Incumbents have huge benefits
because ultimately great deals beget great deals.
When you back a great founder,
that founder is typically in a network
that leads to other great founders.
And when you have a reputation
of being the first money in to great projects,
there's a stamp of approval.
People want Sequoia's money. People want Benchmark's money. And so we look at that and we say, okay,
we're early enough to this industry where we can build something that looks like a benchmark
or a USV specific for crypto over the decades to come. Let's focus on doing that. And to
focus on doing that, it's about game selection then. So this goes back to the first point
we made, which is because of how volatile it is, we want to be at the pre-season. We
think it's really hard to act with precision in this industry right
now. I think it's really hard to invest in something in an $800 million
valuation and underwrite a 3X case. If you invest something at $800, it
could be trading at $200 in two years and it could be trading at $10 billion in two
years. It's quite hard. And so we say, okay, let's just play a game right
now where we have a size of fund
that makes it such that with the ownership we're getting, if a handful of our companies
are multi-billion dollar outcomes, our math works and we're thrilled. And that doesn't
preclude our companies from being $10 billion outcomes. You know, like we're backing things
that we think can be decacorns, of course, but we don't need that to happen for us to be successful
and for us to survive. And so it just, it makes us a bit long-term, long-term greedy. Some LPs will say the days of the 10, 20, 30X fund are over.
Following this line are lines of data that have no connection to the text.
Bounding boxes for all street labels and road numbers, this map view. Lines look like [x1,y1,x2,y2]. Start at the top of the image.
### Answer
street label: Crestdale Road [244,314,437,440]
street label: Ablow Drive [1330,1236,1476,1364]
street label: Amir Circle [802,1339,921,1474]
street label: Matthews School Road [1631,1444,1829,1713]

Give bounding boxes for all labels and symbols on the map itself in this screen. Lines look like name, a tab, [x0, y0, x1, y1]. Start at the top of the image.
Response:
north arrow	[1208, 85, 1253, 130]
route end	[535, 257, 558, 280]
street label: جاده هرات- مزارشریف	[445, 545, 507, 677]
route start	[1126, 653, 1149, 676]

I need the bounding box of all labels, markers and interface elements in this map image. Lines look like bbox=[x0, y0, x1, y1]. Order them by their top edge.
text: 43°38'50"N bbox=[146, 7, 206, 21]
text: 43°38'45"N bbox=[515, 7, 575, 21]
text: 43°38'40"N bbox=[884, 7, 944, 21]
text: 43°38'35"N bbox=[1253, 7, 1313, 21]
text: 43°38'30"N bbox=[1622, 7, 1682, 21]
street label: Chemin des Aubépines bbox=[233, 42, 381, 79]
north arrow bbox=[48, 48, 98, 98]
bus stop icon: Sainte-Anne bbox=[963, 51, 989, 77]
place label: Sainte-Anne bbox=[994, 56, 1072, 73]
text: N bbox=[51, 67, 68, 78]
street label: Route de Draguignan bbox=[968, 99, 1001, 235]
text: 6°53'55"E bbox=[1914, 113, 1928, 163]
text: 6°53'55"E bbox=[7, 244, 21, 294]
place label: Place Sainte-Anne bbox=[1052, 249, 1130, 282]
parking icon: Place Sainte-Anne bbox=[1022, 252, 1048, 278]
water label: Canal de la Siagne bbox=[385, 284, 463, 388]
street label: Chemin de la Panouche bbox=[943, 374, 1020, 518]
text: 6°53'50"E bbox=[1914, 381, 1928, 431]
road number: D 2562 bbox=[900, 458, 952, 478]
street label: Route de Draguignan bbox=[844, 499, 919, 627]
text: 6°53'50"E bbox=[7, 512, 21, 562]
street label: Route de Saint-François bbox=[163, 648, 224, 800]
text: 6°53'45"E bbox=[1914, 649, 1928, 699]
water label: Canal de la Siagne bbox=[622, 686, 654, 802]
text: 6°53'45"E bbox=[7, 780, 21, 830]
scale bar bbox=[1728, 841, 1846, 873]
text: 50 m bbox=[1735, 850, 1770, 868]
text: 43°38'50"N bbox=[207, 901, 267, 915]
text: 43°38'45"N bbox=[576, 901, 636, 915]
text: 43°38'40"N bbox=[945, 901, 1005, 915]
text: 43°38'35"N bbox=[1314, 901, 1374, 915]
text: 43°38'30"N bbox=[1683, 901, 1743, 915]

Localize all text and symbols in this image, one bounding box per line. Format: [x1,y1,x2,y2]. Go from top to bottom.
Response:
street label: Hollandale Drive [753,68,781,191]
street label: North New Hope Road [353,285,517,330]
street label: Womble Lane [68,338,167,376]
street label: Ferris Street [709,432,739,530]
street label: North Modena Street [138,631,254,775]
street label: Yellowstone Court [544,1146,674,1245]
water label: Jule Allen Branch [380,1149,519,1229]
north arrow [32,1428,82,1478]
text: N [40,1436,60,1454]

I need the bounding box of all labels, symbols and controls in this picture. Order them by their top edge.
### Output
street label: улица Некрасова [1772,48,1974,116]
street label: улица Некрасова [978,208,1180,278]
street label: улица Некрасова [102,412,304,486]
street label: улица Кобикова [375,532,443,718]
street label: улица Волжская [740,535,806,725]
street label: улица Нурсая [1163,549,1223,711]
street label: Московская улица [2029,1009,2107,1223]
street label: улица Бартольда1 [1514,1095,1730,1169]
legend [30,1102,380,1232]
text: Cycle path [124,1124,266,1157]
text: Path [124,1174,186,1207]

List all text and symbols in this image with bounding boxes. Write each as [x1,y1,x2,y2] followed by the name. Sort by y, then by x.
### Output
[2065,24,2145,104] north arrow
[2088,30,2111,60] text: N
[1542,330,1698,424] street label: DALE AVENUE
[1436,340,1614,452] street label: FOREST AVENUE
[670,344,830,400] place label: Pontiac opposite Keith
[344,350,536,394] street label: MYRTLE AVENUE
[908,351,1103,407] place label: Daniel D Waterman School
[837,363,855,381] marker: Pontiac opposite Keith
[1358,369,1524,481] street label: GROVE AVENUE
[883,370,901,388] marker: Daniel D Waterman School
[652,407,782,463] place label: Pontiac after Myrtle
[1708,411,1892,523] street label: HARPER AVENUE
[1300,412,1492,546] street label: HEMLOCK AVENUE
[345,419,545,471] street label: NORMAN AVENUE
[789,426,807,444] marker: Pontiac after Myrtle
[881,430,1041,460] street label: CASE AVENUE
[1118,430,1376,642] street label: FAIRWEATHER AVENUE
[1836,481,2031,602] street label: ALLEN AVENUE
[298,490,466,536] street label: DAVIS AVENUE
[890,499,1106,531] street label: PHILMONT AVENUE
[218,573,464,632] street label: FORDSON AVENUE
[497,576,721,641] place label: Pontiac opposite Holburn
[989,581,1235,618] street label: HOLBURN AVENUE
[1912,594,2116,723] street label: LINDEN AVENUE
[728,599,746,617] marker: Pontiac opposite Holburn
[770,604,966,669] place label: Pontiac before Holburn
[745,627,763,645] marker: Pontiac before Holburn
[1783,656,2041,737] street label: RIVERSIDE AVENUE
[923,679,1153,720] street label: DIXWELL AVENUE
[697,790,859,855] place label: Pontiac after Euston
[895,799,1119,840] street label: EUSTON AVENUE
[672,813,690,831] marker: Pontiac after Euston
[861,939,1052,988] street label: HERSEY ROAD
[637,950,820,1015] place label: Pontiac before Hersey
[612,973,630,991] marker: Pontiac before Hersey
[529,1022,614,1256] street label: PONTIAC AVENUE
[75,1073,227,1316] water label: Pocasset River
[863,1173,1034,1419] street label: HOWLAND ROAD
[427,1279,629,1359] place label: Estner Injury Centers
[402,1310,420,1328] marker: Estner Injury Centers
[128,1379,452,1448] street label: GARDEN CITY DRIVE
The amazing opportunities in the crypto market are over.
Why should LPs still care about the asset class?
There are a few reasons.
The first is venture returns are commoditizing.
So every asset class, asset classes are products
at the end of the day.
And as products are created and the markets created, margins on that product and that
business compress. And that's no different for the asset management industry.
Crypto is a relatively new product that still has the potential for outsized returns. It's
highly risky, but it has the potential. Where does that potential come from? It actually comes from
all the risks that I just described, which is to say, if you think you have alpha on understanding how these things will be valued, you have alpha
on finding the best founders given how often it's changing, and you have alpha in the form of
information asymmetry, that you understand something others don't understand, that can
produce outsized returns. It's hard to produce, you know, the 2017, 2018 vintage funds, but I
think you still can produce materially outsized returns relative to traditional venture,
which is an asset class that has been increasingly commoditized. That's the first thing.
The second thing is I think one thing that's durable in crypto is the liquidity profile
of these assets, which is to say, if you're investing in pre-seed software businesses,
you get your money out in 10 to 15 years if the company is successful, unless there was
a huge acquisition early in the company's life.
In crypto, you know, there are a handful of companies where we were the first money in one to two years ago and the asset will be liquid in one to two years.
In fact, there's a company that we put money into in Q4 of 23 that went liquid at north of a billion dollars in the past quarter.
And now we have a lockup on these.
That's something that's different versus traditional equities. There's an extended lockup
for a couple of years or a few years. But even so, that puts you at a timeline to liquidity of,
potentially, call it three to six years for pre-seed seed investing with asymmetry.
We're not a group that's going to sell because it's liquid, but we certainly aren't afraid to
take chips off the table if we think that the company is really approaching its terminal valuation.
I think that's a really interesting product for investors, and that's something that's
just durable in the asset class.
The last cycle has been really dominated by Bitcoin.
Do you see that trend continuing in 2025, 2026?
There's a really interesting dynamic happening in the market.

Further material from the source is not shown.